Due to a combination of circumstances such as academic match, lack of financial aid, and rising ideological tensions at school, I made the decision to take advantage of Redlands’ no-extra-costs semester abroad before transferring to a different university. So I hopped on a plane at LAX, buckled my seatbelt, and was on my to Taipei, Taiwan! I am choosing to skip out on the details about my time abroad because my explanation cannot and will not do justice to the experience. All I can say is… if you can, DO IT, especially if it’s a place that you have doubts about.

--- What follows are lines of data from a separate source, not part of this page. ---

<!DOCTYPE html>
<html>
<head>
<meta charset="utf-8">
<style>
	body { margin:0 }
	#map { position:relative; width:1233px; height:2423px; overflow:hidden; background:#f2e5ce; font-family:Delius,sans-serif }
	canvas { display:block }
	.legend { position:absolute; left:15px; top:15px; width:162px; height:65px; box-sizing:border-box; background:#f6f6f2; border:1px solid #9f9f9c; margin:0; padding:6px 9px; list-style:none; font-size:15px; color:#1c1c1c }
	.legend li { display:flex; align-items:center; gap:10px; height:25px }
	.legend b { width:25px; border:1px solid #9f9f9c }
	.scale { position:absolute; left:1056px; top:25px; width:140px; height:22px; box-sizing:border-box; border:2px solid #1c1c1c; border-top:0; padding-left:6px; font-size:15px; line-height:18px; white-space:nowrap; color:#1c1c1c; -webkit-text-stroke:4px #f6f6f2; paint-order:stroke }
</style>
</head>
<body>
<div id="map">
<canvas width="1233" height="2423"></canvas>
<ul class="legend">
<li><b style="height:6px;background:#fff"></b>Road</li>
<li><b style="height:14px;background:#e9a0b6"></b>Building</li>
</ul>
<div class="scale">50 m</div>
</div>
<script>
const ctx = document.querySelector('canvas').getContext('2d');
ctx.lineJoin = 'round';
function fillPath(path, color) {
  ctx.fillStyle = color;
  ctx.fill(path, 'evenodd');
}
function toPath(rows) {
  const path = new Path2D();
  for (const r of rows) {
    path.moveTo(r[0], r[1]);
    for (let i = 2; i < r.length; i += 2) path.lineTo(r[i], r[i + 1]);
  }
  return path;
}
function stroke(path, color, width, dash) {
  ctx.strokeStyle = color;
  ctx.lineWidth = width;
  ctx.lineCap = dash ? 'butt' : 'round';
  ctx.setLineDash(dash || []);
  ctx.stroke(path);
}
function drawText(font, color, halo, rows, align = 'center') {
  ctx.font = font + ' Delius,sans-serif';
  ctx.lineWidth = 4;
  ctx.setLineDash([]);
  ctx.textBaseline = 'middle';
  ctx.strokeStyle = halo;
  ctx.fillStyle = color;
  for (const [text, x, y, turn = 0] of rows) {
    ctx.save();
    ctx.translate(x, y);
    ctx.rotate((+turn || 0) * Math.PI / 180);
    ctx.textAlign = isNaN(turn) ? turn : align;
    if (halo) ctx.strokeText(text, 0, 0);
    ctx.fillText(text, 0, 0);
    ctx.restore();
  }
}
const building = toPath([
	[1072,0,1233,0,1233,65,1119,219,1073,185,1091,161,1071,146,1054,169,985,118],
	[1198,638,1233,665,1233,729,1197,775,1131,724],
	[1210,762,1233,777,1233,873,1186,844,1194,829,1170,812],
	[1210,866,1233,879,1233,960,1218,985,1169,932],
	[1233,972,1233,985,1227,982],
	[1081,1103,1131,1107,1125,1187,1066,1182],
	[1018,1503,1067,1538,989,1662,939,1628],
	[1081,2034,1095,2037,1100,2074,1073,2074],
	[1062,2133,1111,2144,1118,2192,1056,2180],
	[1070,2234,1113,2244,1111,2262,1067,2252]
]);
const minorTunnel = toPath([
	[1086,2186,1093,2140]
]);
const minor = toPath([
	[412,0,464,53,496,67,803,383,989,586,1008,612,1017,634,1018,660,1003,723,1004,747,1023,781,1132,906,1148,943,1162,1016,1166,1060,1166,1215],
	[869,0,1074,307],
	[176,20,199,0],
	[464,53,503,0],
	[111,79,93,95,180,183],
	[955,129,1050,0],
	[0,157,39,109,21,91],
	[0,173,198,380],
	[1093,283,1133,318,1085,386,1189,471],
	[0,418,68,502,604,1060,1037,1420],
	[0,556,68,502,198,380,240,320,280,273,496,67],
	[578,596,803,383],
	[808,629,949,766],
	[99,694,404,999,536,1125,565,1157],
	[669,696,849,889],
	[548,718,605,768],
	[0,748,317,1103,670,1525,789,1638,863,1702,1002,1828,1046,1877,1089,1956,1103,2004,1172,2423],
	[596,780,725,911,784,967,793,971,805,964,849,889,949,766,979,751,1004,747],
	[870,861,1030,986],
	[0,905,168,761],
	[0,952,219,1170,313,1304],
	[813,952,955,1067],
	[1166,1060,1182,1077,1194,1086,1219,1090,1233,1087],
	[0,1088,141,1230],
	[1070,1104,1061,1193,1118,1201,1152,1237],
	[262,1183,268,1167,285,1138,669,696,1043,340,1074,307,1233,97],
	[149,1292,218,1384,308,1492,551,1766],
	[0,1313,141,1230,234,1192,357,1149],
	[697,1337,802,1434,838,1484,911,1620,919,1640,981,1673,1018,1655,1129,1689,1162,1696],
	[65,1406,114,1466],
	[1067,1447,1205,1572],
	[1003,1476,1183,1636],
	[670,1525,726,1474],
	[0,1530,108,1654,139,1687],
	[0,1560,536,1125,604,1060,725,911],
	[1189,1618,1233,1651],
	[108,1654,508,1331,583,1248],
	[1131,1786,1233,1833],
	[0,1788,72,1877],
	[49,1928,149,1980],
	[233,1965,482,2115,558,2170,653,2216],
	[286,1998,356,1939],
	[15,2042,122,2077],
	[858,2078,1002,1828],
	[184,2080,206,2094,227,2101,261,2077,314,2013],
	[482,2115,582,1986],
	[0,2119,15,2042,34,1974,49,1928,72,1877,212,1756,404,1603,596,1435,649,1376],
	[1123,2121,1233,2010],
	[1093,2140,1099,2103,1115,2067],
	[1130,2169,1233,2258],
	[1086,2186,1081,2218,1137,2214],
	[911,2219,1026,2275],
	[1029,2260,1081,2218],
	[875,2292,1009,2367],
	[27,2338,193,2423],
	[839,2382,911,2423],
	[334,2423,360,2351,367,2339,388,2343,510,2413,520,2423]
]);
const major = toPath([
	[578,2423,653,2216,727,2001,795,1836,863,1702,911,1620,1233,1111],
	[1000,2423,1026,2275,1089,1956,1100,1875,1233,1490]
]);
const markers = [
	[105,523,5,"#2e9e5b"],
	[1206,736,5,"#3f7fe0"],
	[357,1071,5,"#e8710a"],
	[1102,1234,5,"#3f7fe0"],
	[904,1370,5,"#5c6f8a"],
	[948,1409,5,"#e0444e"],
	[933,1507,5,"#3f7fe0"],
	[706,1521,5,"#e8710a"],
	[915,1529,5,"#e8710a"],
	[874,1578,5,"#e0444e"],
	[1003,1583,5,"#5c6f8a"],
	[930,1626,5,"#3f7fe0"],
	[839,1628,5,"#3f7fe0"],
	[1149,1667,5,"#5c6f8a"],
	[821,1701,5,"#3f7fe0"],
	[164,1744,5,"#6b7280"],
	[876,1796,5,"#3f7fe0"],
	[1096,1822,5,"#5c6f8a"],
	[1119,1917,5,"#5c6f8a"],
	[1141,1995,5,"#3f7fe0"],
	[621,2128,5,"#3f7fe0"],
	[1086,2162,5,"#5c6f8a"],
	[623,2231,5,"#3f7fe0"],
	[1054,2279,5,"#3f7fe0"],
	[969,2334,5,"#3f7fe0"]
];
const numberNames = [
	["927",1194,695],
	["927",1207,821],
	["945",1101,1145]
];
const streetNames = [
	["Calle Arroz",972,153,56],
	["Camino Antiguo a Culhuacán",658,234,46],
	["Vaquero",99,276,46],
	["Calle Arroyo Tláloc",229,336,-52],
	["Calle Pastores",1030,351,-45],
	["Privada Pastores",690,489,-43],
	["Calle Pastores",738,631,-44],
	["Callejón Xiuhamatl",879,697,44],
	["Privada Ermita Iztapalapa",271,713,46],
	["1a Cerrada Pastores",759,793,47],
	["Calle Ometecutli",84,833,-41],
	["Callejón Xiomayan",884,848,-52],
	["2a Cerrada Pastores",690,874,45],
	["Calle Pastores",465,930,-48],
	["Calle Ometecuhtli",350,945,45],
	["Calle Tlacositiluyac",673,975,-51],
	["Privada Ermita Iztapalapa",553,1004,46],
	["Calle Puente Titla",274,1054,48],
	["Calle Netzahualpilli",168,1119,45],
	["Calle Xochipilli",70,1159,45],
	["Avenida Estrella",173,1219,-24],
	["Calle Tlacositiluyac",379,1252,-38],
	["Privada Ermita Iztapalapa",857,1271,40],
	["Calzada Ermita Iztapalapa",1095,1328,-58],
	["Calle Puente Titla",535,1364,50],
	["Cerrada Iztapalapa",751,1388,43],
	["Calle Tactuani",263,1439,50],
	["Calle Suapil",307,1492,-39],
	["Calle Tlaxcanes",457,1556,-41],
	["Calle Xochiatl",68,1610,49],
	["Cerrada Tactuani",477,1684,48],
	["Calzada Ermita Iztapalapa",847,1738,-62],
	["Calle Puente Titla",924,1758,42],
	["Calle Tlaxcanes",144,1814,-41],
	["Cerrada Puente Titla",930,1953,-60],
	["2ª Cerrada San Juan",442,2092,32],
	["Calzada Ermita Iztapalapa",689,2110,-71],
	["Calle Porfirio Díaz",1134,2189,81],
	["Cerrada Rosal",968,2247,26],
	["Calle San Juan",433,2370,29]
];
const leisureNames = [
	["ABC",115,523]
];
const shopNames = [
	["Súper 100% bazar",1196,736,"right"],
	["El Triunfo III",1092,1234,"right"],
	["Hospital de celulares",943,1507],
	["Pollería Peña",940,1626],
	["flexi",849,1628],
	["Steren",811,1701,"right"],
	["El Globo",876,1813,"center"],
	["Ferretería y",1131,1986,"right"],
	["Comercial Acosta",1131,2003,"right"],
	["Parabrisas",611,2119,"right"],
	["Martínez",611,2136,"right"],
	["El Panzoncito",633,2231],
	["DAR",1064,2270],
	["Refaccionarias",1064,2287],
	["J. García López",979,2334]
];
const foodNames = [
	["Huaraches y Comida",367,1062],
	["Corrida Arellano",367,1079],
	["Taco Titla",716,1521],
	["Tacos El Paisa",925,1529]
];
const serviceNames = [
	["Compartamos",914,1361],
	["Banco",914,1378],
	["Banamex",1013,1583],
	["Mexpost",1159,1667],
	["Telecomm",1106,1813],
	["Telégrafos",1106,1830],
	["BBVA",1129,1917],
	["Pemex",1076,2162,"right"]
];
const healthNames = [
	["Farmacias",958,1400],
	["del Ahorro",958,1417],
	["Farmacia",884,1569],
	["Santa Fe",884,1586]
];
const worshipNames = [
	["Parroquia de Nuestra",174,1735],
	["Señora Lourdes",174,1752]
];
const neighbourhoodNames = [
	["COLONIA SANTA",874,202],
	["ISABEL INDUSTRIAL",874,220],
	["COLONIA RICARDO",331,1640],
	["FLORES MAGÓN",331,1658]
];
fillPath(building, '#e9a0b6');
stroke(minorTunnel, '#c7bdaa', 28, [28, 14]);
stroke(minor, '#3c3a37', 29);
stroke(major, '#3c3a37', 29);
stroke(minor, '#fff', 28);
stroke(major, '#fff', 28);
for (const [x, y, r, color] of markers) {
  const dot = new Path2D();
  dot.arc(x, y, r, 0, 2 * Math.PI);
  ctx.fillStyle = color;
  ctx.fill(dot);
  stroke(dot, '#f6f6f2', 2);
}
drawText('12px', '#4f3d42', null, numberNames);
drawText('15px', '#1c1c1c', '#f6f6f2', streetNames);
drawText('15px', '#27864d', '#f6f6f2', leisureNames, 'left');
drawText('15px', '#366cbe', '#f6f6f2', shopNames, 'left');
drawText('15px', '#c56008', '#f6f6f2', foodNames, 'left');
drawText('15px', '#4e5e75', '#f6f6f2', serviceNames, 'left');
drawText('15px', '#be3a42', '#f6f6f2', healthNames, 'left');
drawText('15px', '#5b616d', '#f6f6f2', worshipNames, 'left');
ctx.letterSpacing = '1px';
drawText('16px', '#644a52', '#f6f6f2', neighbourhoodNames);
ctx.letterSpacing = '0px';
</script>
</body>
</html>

When I came back on the second week of January this year, I was overwhelmed with emotion. I missed my family and friends so much, and the nation was in a completely different situation than when I had left. I was getting ready to settle into Long Beach, where I would start at the CSU. Transferring was not extremely difficult; there was no personal essay. But CSU Long Beach was my first choice, and I had been anticipating it all semester. To be frank, it didn’t turn out how I expected at all. While my former school had its many flaws, at least it had a very strong sense of community, especially in the diversity center. CSULB’s larger, commuter school feeling was totally different. For weeks, I found myself just driving to school, going to class, and going home. If you want that sense of community, you would have to go out of your way to find it. So, I tried out some clubs. Some were intimidating and clique-y, some had low attendance and were not time-efficient, and I stopped going altogether. I slowly fell into a wave of depression. I never wanted to go to school and I would wake up wondering why I should even get up since the days felt like they were morphing together into a blob of discontentment and fatigue. I kept this from my parents because I didn’t want them to worry and the only person who really knew was my partner, who has been an extremely strong support system.
But to deal with my depression, I looked for some more help. I got into therapy and at school, I came across my new favorite club, Circle K International. Circle K fed my soul the memes I didn’t know I needed and gave me a group to do community service with. Also, therapy is great! I strongly believe that it should be more accessible, financially and culturally, to everyone who needs it. I met my CSULB best friend while buying a snack and he said my backpack “goes hard.” My roommates are great people, and we have a cute little cat named Luna, who is a Gemini. Most importantly, I’ll be graduating in 2019 with a B.A. in International Studies.
While this journey was unpredictable and the total opposite of my expectations, I am extremely grateful that I have the support from my family, friends, and partner to navigate through the struggles I’ve shared with you. I hope my story can help someone to take that leap of faith and make moves towards their goals, wherever they may be in their journey in higher education. To conclude, I would like to thank CAP for giving students like me a voice and supporting us during a time when our national education system is being attacked by the current federal administration. Even though the next fours years will get grimmer and more difficult, I’m thankful that CAP is right next to us to keep us afloat.